WORK TO BE COMPLETED:
Provide only the number of lines in the records below that contain "from".

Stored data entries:
□ □ □ □
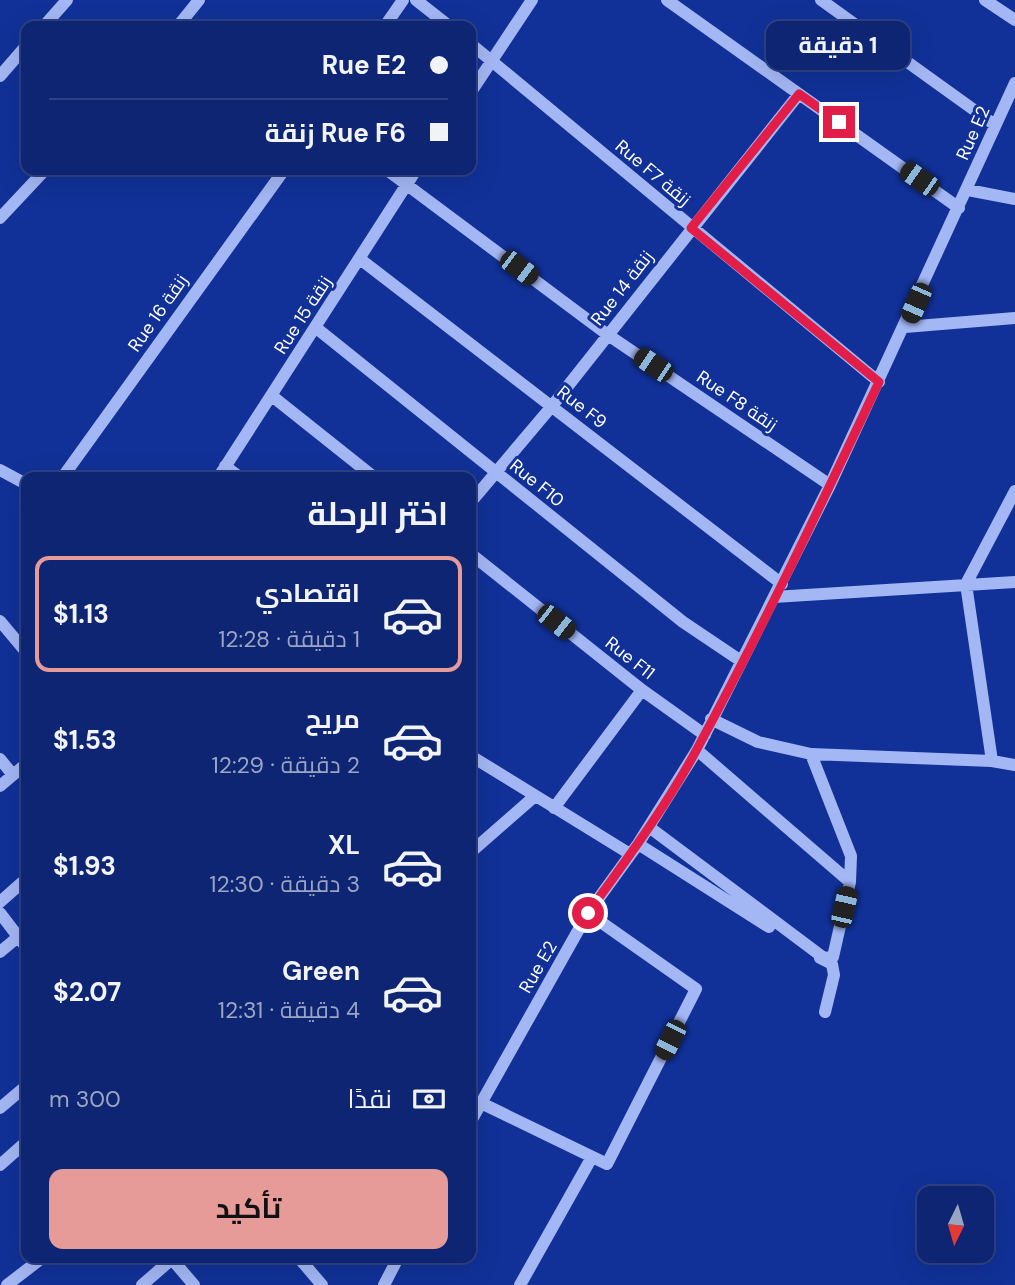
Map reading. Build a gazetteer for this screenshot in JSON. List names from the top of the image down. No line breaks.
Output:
{"streets":{"street":["Rue E2","Rue F7 زنقة","Rue 14 زنقة","Rue 16 زنقة","Rue 15 زنقة","Rue F8 زنقة","Rue F9","Rue F10","Rue F11"]},"crossings":[["Rue E2","Rue F7 زنقة"],["Rue E2","Rue F8 زنقة"],["Rue E2","Rue F9"],["Rue E2","Rue F10"],["Rue E2","Rue F11"],["Rue F7 زنقة","Rue 14 زنقة"],["Rue 14 زنقة","Rue F8 زنقة"],["Rue 14 زنقة","Rue F9"],["Rue 14 زنقة","Rue F10"],["Rue 15 زنقة","Rue F8 زنقة"],["Rue 15 زنقة","Rue F9"],["Rue 15 زنقة","Rue F10"]],"north":"bottom","page":{"bubble":"1 دقيقة","banner":["Rue E2","Rue F6 زنقة"],"heading":"اختر الرحلة","list":[{"name":"اقتصادي","note":"1 دقيقة · 12:28","value":"$1.13"},{"name":"مريح","note":"2 دقيقة · 12:29","value":"$1.53"},{"name":"XL","note":"3 دقيقة · 12:30","value":"$1.93"},{"name":"Green","note":"4 دقيقة · 12:31","value":"$2.07"}],"pay":["نقدًا","300 m"],"buttons":"تأكيد"}}
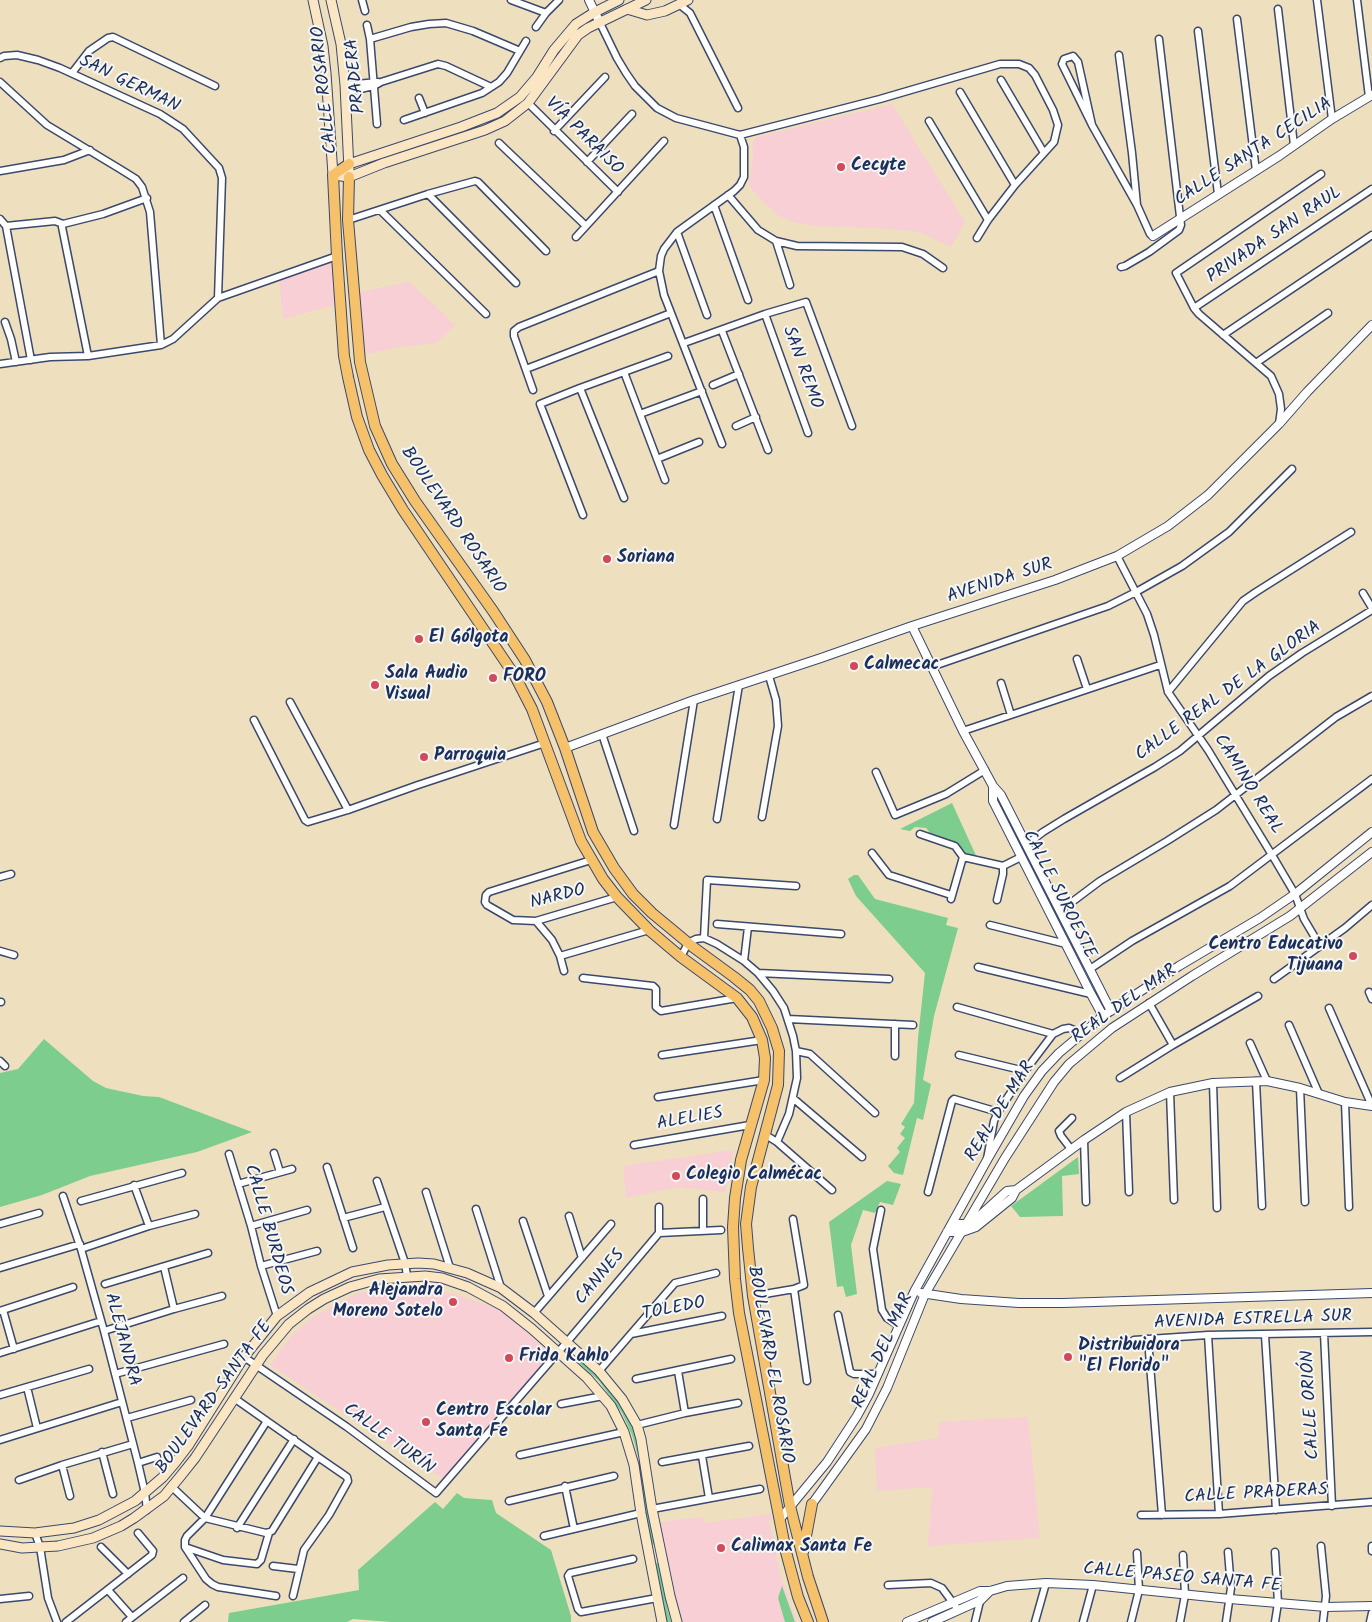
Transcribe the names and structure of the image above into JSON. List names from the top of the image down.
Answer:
□ □ □ □
FINAL ANSWER:
2